Collected data entries:
[Start of section]

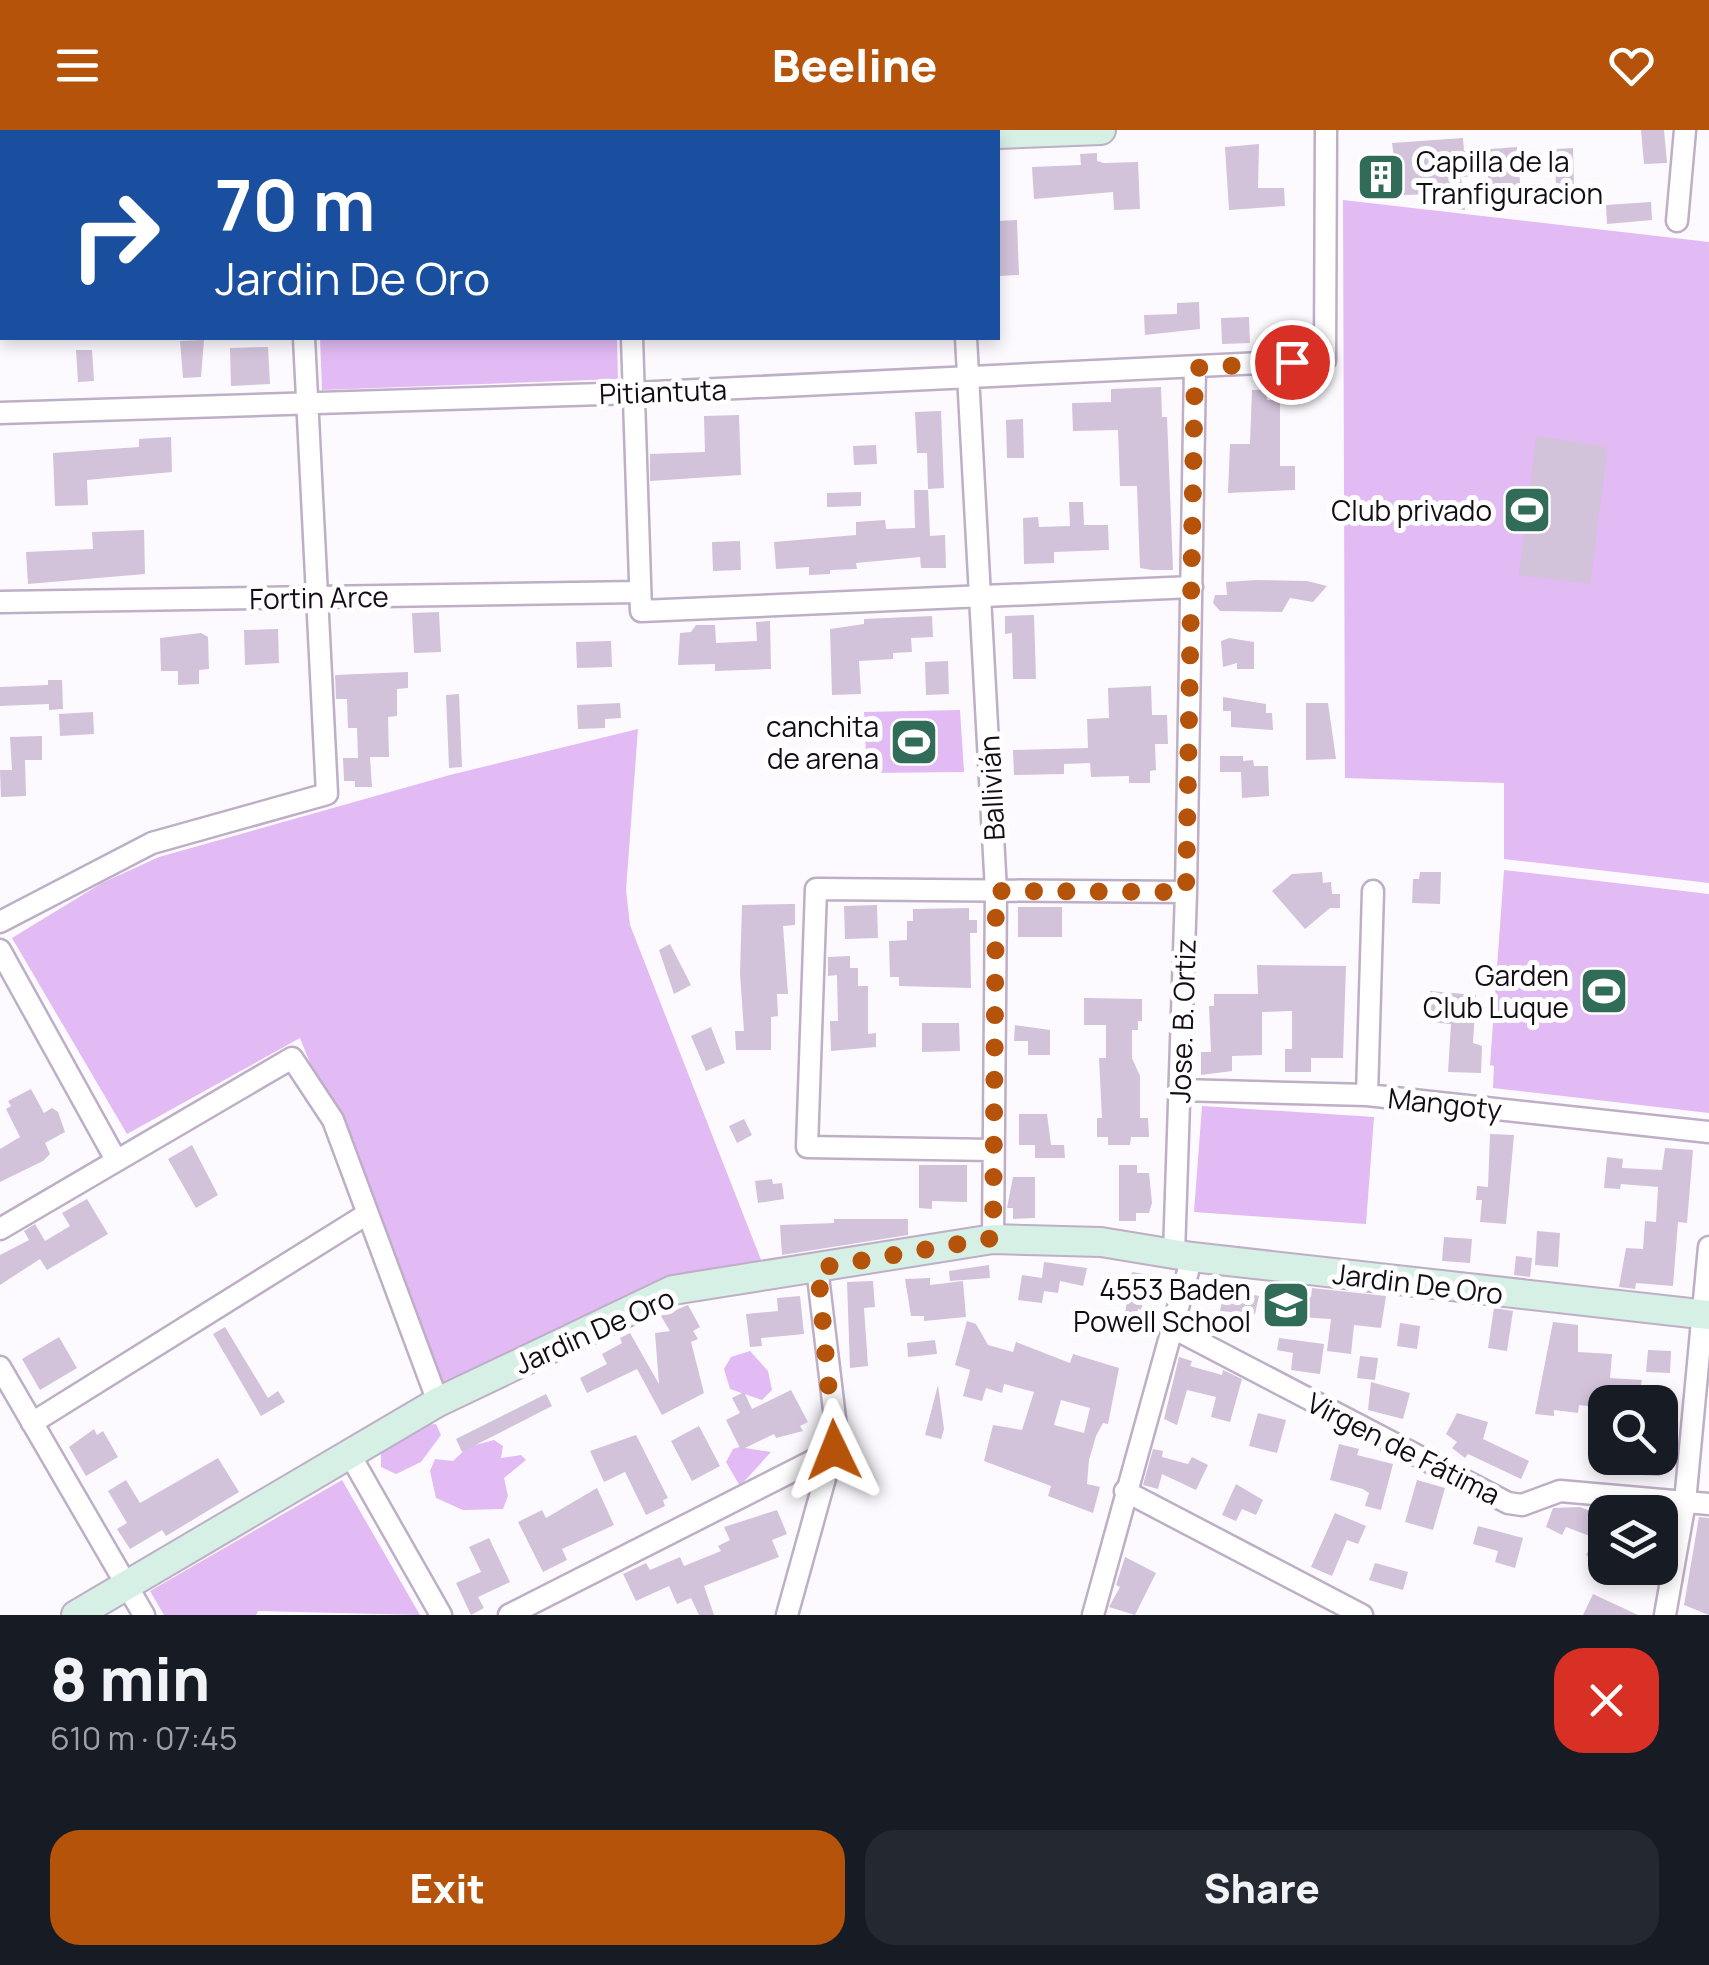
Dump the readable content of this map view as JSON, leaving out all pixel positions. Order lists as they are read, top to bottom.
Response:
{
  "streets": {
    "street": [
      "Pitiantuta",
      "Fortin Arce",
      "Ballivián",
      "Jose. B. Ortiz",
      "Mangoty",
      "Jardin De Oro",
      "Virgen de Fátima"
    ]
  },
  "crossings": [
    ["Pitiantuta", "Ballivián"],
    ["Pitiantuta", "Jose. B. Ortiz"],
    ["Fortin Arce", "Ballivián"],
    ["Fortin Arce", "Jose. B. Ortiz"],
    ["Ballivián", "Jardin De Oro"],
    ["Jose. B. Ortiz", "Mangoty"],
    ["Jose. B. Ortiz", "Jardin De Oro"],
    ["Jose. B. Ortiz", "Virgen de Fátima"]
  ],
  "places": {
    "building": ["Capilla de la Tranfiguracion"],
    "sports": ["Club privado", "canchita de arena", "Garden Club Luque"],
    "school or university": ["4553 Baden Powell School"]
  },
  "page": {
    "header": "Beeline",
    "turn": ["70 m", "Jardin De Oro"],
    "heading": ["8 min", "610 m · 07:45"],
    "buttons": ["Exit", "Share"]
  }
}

[End of section]
[Start of section]

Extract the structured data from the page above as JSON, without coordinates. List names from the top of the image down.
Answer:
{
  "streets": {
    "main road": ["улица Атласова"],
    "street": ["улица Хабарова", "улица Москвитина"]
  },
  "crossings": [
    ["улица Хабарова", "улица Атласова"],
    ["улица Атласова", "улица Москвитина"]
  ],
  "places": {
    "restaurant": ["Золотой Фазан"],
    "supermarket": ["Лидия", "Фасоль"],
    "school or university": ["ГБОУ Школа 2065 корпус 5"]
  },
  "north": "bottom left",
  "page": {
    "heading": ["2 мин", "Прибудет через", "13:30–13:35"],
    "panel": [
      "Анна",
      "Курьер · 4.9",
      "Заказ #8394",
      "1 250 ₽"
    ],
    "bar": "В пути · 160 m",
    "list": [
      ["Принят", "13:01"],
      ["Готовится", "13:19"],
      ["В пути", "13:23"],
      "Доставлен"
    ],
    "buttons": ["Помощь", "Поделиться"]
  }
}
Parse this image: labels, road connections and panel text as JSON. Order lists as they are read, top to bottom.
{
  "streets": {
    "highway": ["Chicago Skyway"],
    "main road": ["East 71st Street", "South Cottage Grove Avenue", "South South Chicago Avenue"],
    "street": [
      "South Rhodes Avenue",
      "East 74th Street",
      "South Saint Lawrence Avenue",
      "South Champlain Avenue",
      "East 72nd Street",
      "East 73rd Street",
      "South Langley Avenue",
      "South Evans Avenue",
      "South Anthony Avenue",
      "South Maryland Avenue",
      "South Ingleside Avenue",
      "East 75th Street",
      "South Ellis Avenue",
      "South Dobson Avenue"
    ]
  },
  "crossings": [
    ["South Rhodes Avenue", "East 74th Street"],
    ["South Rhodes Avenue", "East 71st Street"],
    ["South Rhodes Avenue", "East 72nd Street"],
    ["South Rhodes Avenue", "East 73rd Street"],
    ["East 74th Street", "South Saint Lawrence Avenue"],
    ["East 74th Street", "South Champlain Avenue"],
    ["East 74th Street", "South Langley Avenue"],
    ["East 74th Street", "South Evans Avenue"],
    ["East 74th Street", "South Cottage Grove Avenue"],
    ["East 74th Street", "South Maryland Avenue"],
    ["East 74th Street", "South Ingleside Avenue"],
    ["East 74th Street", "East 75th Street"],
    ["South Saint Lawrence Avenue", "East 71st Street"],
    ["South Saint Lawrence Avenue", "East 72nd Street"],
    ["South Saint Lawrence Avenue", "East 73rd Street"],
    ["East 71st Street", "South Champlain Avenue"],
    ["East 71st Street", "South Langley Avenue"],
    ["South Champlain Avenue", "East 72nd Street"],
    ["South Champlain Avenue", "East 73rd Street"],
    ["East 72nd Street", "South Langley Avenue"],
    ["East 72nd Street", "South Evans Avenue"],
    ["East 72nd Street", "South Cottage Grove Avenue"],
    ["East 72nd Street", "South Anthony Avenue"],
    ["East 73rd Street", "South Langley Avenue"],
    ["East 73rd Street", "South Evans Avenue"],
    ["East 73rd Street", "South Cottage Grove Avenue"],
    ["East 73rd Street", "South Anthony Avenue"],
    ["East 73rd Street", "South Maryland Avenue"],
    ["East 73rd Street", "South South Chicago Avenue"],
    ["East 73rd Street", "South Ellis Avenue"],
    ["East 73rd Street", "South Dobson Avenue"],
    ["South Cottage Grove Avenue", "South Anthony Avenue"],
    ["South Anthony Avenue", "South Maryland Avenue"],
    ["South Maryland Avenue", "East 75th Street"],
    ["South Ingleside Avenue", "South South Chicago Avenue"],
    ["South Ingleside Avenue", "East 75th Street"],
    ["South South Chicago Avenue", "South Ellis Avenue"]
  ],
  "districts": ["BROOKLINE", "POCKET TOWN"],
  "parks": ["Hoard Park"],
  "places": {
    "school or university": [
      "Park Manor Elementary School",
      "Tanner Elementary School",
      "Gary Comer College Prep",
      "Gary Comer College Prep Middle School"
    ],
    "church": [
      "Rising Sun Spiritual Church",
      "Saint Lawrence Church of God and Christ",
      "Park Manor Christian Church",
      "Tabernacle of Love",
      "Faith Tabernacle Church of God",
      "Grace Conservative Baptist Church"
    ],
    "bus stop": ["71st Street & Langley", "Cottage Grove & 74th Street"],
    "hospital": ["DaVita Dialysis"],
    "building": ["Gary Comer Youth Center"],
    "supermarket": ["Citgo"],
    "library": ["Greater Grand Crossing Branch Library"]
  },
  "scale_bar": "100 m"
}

[End of section]

TASK DESCRIPTION: Each line above where the word "Tabernacle" occurs should be copied out.

ANSWER TO THE PROBLEM:
      "Tabernacle of Love",
      "Faith Tabernacle Church of God",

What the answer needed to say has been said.